# EXERCISE INSTRUCTIONS
The lines to be extracted run from the start of the listing through the line containing "font-size:32px; font-weight:400; color:#747a83"; copy them exactly and nothing else.

# DATA EXTRACT
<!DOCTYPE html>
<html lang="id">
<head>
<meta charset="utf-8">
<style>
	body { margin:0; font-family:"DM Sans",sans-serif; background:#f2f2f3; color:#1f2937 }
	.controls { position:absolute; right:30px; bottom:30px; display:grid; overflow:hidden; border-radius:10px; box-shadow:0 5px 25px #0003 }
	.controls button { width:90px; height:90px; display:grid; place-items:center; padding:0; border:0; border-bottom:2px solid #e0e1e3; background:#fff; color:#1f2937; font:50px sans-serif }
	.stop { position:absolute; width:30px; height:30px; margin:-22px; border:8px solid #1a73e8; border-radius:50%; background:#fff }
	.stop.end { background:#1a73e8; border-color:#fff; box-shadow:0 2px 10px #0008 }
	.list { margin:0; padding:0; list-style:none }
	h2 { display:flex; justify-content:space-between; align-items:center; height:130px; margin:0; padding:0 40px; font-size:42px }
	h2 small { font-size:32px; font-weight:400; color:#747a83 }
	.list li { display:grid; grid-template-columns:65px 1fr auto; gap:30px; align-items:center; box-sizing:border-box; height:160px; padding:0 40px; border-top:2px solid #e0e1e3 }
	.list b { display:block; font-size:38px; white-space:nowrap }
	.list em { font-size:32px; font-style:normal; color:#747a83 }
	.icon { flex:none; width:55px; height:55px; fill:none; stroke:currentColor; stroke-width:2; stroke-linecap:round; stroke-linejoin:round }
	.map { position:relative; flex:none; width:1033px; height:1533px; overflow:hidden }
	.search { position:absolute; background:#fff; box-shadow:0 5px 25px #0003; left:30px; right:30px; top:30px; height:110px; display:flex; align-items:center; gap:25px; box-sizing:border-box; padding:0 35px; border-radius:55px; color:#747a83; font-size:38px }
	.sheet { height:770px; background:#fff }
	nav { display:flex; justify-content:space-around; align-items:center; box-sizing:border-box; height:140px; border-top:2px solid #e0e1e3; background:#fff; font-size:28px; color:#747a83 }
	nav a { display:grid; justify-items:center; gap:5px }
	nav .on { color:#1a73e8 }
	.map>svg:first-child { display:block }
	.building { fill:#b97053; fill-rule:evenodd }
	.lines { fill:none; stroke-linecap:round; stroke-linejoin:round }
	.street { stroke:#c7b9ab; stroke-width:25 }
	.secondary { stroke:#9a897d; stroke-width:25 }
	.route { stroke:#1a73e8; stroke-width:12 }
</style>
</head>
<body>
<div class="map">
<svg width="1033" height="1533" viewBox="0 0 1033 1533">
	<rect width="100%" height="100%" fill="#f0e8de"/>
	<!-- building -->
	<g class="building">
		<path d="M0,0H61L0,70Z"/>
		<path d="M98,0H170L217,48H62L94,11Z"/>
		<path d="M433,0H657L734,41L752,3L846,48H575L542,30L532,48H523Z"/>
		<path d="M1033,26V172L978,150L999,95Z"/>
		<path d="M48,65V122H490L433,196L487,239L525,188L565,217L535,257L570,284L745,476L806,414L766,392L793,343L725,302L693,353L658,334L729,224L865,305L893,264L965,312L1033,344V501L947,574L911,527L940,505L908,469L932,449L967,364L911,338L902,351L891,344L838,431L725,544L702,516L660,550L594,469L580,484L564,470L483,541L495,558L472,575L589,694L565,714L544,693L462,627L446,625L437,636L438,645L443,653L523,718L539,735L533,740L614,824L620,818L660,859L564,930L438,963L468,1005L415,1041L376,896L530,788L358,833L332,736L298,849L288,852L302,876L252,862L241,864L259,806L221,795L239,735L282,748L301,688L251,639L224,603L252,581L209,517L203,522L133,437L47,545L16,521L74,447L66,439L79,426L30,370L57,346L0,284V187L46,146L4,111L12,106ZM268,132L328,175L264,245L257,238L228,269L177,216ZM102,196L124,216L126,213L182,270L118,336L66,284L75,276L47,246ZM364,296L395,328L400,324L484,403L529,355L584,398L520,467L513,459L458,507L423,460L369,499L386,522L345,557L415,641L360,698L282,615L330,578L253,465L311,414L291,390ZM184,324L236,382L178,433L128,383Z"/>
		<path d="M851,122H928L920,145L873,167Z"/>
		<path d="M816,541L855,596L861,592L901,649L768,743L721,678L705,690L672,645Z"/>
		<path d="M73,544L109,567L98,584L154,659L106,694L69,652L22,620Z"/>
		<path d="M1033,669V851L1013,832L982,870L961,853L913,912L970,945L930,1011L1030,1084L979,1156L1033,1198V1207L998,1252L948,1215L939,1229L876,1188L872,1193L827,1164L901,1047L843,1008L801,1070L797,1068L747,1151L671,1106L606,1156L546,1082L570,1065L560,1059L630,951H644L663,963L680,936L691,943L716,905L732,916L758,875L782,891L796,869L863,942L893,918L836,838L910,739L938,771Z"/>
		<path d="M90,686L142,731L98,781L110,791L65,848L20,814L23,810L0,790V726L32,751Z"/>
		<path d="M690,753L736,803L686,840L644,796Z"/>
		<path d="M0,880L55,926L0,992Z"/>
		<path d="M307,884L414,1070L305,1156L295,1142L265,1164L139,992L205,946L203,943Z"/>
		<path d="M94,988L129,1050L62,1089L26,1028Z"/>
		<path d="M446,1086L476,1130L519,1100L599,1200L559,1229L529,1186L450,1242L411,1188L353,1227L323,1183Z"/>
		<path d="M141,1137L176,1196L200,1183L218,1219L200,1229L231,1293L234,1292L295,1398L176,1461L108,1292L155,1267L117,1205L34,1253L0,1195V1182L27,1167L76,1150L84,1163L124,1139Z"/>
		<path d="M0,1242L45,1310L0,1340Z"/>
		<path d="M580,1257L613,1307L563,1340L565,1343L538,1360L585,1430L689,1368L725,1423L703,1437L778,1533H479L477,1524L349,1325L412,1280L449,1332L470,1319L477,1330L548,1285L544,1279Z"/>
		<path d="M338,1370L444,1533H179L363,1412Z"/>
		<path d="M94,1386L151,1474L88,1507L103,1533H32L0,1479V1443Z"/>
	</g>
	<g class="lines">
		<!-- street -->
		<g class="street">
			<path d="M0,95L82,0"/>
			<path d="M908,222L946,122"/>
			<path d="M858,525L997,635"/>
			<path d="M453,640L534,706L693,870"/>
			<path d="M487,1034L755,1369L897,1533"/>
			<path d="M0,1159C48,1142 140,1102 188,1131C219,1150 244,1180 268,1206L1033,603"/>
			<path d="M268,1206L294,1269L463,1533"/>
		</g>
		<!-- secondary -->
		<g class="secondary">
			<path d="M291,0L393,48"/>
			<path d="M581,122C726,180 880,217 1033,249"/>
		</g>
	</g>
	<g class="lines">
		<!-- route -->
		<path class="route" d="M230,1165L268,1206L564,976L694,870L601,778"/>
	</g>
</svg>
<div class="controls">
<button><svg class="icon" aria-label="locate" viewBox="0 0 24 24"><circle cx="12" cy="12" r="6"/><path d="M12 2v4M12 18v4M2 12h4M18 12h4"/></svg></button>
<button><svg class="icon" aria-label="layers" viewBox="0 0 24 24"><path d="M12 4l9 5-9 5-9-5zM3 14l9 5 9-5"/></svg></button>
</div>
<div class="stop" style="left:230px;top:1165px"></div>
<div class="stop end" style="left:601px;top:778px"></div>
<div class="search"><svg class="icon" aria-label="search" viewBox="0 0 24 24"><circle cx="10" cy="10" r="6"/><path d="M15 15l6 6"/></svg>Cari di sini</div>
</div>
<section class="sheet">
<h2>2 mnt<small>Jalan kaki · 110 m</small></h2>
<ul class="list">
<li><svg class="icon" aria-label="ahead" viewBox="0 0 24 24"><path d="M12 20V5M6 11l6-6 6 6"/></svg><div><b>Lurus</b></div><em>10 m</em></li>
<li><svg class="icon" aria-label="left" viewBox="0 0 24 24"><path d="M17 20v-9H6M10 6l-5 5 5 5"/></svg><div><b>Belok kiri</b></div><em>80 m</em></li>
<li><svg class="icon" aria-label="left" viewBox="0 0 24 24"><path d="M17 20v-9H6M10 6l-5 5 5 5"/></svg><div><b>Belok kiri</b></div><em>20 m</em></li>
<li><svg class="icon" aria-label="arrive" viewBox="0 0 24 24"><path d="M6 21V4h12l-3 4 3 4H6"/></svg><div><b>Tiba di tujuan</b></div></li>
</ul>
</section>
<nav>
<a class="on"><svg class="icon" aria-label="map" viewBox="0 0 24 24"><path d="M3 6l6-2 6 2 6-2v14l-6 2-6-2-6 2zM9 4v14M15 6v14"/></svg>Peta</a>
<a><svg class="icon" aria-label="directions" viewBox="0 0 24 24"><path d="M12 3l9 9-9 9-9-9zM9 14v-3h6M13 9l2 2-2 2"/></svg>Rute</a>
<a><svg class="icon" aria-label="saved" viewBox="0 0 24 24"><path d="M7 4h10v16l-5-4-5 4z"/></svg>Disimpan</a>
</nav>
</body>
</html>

# ANSWER TO THIS EXERCISE
<!DOCTYPE html>
<html lang="id">
<head>
<meta charset="utf-8">
<style>
	body { margin:0; font-family:"DM Sans",sans-serif; background:#f2f2f3; color:#1f2937 }
	.controls { position:absolute; right:30px; bottom:30px; display:grid; overflow:hidden; border-radius:10px; box-shadow:0 5px 25px #0003 }
	.controls button { width:90px; height:90px; display:grid; place-items:center; padding:0; border:0; border-bottom:2px solid #e0e1e3; background:#fff; color:#1f2937; font:50px sans-serif }
	.stop { position:absolute; width:30px; height:30px; margin:-22px; border:8px solid #1a73e8; border-radius:50%; background:#fff }
	.stop.end { background:#1a73e8; border-color:#fff; box-shadow:0 2px 10px #0008 }
	.list { margin:0; padding:0; list-style:none }
	h2 { display:flex; justify-content:space-between; align-items:center; height:130px; margin:0; padding:0 40px; font-size:42px }
	h2 small { font-size:32px; font-weight:400; color:#747a83 }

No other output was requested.